In general I think the band sticks to what it knows. They can easily be placed in a more conservative corner. The sound is more or less like that of Immolation, Morbid Angel and their ilk. Heavy and filled with musical excesses, they embrace the extreme. The result is a solid record, that clocks just under 40 minutes. What a trip it is.
Mir Shamal Hama-faraj is a musical prodigy, working in one of the most unlikely places of the world on some eclectic and brilliant death metal. Cyaxares, his main solo project, is a band from Sulaymaniyah in the north of Iraq (Kurdistan). Just recently he came out with ‘House of the Cosmic Waters’.

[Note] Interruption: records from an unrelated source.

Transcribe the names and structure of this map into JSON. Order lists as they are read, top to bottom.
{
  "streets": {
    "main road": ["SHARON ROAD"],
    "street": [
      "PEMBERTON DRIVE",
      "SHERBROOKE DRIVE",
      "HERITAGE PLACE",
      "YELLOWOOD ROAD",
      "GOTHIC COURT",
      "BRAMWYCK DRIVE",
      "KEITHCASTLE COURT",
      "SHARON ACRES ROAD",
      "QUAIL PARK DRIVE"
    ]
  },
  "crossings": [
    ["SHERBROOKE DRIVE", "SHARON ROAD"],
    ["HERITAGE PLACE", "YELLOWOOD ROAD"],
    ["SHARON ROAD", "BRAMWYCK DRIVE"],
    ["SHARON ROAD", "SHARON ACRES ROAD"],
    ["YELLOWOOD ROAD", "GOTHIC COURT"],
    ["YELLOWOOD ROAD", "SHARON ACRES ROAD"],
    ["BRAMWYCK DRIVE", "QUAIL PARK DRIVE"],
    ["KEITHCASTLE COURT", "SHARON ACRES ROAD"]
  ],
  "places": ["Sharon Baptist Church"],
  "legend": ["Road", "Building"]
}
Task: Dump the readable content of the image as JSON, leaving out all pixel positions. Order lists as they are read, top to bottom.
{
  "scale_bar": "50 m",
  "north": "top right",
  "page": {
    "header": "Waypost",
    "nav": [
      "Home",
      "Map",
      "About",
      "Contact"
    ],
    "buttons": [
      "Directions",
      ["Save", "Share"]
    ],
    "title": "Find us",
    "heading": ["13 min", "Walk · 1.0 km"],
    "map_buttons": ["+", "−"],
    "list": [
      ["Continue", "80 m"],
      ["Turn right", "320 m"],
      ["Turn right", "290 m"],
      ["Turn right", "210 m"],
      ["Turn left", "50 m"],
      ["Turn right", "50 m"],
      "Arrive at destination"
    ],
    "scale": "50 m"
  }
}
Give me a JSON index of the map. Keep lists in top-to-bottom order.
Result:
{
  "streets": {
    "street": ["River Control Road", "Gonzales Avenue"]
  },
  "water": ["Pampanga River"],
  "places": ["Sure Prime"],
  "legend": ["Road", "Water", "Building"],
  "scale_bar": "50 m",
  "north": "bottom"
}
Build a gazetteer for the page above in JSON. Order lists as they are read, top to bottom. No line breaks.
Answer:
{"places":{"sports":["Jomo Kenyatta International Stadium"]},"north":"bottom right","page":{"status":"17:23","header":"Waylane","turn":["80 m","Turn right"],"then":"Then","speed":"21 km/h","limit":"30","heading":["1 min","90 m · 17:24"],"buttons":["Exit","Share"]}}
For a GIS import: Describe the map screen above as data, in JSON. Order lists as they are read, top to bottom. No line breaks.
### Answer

It’s the second album by Mir Shamal, who also sings in Iraqi metal band Dark Phantom. In 2014 he debuted with the album ‘Whores of Babylon’. I had the pleasure to do an interview with this highly motivated musician, who manages to really set himself apart in this current day metal scene with home produced, tight death metal with oriental flavors.
This album sounds even more harmonic, bringing the two worlds together in beautiful unity. The oriental patterns are tangible to the ear. The folkish parts, that give the music it’s inexplicable mystery work in absolute harmony with the razorsharp riffing and the brusk grunted vocals. For opener ‘Luna’ we have a vocalista joining on clean vocals next to those of Mir Shamal. Nawa Mikhaeils’ singing is a bit of an acquired taste, but these passionate vocals are part of the tradition. The songs leave some space for slow, meandering passages. This lets the music breathe a little.
The music has plenty of melody and atmosphere to it, for example on the title track. Lyrically Cyaxares has always been a bit ambigious, due to the attempt at relating elder days to the current day world. Exquisite chanting and traditional passages make the music even more rich and grand. These are woven into their texture to create such great story telling music. I love this album and I can’t imagine for the life of me why no label has snatched this up yet. For one, it’s very melodic and captivating, secondly it has this great mysterious air to it. Overall the lyrics are wonderfully poetic and beautiful. Clearly these are the work of many hours and a lot of patience. Even the riffing on the brutal parts finds its own distinct heavyness, elegant and finely sculpted.
Mir Shamal is a ‘wünderkind’ in the metal scene, having found metal music all the way in Iraq. He created this by himself and that is no small feat. A great record for sure.